Ojos de perro

portada-timoleon-vieta-vuelve-casa_grande“Timoleon Vieta era un perro de la mejor raza. Era un perro mestizo” (Rhodes, 11), así es presentado el héroe de la novela del autor británico Dan Rhodes, Timoleon Vieta vuelve a casa, lectura que acompañó mis días tras la muerte del que había sido mi más fiel compañero durante 10 años: un chihuahua de ojos grandes y expresivos, un can valeroso aunque pequeño, tanto que un buen día, en la ciudad de Xalapa, un taxista malicioso nos gritó mientras paseábamos por esa ciudad lluviosa: “A ese perro me lo como en un taco”.

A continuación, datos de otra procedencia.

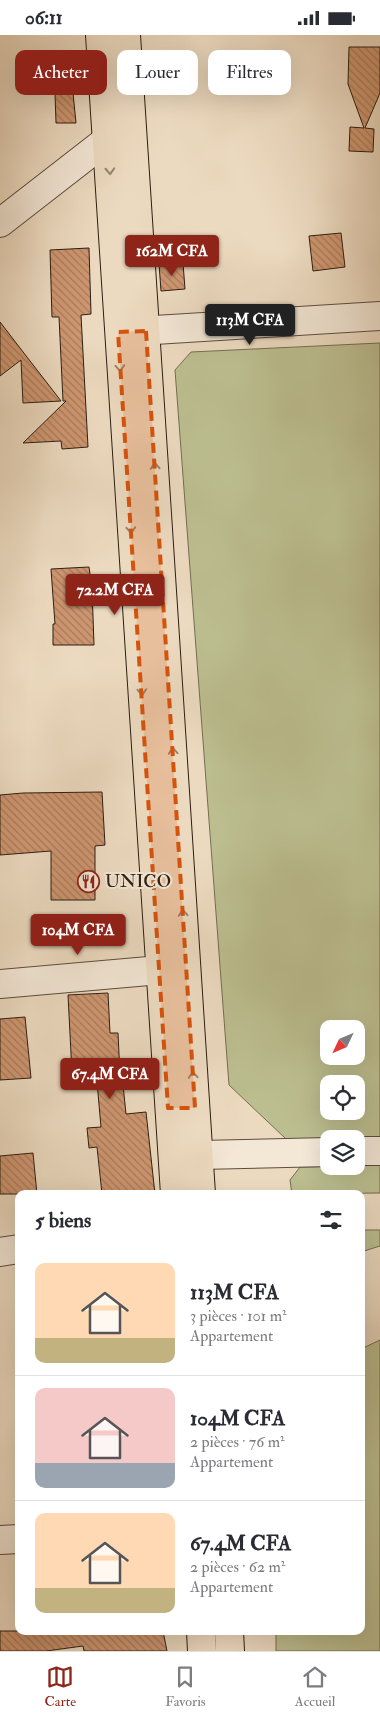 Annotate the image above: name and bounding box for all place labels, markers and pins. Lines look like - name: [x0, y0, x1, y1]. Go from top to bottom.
- pin: 162M CFA: [120, 235, 224, 277]
- pin: 113M CFA: [198, 303, 302, 346]
- pin: 72.2M CFA: [58, 573, 172, 616]
- restaurant icon: UNICO: [77, 869, 101, 893]
- place label: UNICO: [105, 870, 171, 893]
- pin: 104M CFA: [26, 913, 130, 956]
- pin: 67.4M CFA: [53, 1057, 167, 1100]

En Timoleon Vieta vuelve a casa Rhodes da cuenta de la historia de un músico retirado, el solitario Cockroft, con un historial pesado de rupturas y abandonos amorosos. Hombres jóvenes y viejos, algunos simpáticos, unos guapos, otros no tanto, le habían robado el corazón y algunas posesiones al jubilado. La única compañía constante en la vida de este músico era Timoleon Vieta —“un santo” según Cockroft—, el perro mestizo que, además de tener los ojos más bonitos que se hayan visto, fue testigo de varias escenas de “apocalipsis sentimental” por las que había pasado su amo.

Después de la llegada de un joven atractivo, malicioso (que aseguraba llevar a cuestas una historia terrible como la de su país de origen, Bosnia), las cosas entre los protagonistas de esta novela peligran. Temeroso de enfrentar la soledad y presionado por el bosnio, Cockroft deja a su suerte a Timoleon en el Coliseo romano:

A Cockroft le pareció que el Coliseo era más importante históricamente que el monumento a Víctor Manuel, y Timoleon Vieta también era importante desde el punto de vista histórico, de modo que sería la solución ideal. Habían compartido muchas aventuras a lo largo de los años. Además recordaba haber visto gatos jugando en las inmediaciones, y a Timoleon Vieta le encantaría perseguirlos, y hasta podía comerse alguno si le daba la gana, porque nadie se lo iba a impedir (95).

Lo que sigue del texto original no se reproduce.